For the research project, data was collected from the online forums of three peer communities to analyse their innovation activities: Precious Plastic, OpenEnergyMonitor and OpenStreetMap. All contributions in the forums of the communities were scrapped and analysed for the period from 01/2017 to 12/2019. In total, the data set comprises more than 200,000 contributions (in 20,000 threads) from 12,000 users. In the three communities examined, the dynamic data links have already been created. Thus, new data of the community forums can be loaded automatically from the internet on a regular basis.

Data preprocessing (Calculation of Networks)

Brief description

Based on the forum data, the toolbox calculates two different interaction networks: Directed and undirected network relationships between contributors. Thus, for the calculation of network metrics, different graphs are created, where the nodes of the networks refer to the contributors in the online forum, and the edges represent their interactions.

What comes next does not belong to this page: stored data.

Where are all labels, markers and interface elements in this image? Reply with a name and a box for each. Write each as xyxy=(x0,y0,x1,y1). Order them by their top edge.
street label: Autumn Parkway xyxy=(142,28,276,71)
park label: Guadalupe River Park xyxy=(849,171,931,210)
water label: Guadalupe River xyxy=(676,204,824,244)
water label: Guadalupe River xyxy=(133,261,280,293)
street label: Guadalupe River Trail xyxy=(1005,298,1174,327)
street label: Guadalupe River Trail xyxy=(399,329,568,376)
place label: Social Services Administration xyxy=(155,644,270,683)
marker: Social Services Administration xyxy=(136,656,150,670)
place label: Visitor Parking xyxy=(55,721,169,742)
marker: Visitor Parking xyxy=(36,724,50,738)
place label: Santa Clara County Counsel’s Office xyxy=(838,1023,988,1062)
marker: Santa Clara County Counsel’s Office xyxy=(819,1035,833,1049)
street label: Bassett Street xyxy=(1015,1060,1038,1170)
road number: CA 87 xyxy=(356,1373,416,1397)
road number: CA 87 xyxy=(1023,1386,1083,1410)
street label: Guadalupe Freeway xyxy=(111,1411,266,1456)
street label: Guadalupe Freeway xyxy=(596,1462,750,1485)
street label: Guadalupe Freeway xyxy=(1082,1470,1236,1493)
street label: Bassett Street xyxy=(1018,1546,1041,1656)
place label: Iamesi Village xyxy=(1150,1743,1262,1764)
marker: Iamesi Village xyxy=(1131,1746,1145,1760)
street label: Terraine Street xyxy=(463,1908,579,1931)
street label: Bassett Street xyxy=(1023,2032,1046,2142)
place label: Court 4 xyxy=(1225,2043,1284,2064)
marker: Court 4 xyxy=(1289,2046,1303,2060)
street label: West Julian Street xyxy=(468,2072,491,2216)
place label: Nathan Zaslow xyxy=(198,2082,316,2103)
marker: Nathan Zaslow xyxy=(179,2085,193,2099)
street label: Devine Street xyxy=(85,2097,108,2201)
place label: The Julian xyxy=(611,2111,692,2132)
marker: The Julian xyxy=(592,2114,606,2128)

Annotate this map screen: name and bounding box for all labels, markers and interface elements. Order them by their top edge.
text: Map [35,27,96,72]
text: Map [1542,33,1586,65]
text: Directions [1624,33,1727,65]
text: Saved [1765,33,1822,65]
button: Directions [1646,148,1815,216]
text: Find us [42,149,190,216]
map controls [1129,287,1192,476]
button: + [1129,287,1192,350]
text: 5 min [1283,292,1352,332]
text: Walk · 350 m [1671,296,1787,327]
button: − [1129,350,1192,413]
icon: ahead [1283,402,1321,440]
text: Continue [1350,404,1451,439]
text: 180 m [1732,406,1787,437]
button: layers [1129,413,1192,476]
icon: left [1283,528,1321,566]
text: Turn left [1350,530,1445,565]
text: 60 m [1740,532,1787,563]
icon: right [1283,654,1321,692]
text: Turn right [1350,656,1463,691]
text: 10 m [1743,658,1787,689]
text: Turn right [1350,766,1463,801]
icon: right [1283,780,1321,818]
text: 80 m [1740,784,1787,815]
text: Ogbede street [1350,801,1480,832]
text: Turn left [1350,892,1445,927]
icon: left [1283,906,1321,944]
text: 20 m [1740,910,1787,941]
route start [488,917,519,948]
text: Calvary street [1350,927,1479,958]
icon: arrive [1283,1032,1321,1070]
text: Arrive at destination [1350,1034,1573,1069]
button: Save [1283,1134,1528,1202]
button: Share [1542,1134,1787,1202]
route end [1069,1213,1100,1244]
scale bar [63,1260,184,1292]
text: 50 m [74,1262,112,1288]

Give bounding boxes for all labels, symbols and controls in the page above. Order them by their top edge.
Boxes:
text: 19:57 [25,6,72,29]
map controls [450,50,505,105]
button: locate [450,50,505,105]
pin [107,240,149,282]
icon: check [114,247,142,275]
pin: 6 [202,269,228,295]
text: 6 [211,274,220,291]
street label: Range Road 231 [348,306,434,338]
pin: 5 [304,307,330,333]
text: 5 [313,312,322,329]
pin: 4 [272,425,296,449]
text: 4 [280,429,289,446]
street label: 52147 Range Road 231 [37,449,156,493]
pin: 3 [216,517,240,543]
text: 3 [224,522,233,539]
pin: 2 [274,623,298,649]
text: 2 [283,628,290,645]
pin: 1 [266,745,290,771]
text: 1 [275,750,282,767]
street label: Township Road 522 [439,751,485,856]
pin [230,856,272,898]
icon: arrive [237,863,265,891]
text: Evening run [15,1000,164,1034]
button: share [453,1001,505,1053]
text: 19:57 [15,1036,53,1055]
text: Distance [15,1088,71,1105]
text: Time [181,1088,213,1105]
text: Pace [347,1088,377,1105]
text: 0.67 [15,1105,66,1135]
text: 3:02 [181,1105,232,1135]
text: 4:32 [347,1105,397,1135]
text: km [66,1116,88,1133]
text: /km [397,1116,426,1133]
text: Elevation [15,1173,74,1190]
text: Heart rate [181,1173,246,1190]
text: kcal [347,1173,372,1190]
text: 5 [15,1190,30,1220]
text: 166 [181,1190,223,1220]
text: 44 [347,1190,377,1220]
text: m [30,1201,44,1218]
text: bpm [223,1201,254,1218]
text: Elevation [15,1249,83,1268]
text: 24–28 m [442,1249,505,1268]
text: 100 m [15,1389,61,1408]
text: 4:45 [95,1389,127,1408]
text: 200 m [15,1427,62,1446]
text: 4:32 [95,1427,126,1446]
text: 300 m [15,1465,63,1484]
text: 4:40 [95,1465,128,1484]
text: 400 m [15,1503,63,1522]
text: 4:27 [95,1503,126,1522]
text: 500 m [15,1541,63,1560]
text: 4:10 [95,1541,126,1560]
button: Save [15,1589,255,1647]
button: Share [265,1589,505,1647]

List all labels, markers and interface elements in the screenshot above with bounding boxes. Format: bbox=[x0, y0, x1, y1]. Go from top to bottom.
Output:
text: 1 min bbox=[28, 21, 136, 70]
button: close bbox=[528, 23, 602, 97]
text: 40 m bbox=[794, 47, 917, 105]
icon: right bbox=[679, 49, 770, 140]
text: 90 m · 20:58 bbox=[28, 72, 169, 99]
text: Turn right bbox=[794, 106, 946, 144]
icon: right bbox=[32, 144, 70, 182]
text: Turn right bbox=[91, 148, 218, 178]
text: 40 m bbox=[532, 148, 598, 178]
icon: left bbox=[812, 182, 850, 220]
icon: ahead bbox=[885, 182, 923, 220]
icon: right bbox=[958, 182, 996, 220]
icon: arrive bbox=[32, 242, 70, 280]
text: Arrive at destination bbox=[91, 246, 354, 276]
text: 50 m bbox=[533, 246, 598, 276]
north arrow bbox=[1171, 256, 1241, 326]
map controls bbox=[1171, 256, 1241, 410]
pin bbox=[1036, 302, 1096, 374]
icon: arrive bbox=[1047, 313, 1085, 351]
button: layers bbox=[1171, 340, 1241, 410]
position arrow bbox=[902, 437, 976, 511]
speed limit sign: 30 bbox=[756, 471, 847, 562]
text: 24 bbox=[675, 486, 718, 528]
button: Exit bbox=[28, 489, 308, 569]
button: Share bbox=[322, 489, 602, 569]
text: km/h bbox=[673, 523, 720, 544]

In this context, a distinction is made between co-contributors and commentators. The co-contributor network considers which contributors contribute to the same discussion (thread). There is an undirected relationship between two contributors sharing participation in a thread. The strength of the relationship increases with the number of threads shared. In contrast, the commenter network maps the contributions to discussions initiated by others. There is a directed relationship between commentators and the initial contributor of a thread. The strength of a relationship between two forum contributors increases with the number of comments by one contributor to the other's initial contributions.

Example of Peer Innovation research project

The research project examines online forum discussion threads as measurable manifestations of knowledge exchange in peer communities. The co-contributor networks map which community members exchange information with each other. The pooling of distributed knowledge and the recombination of experiences from different fields is considered a basic mechanism for the emergence of innovative ideas. The commenter network, on the other hand, maps directed knowledge flows within the peer community. Here, the focus is on who receives information and through whom. From this, conclusions can be drawn about the position of certain members and the significance of their contributions to the community.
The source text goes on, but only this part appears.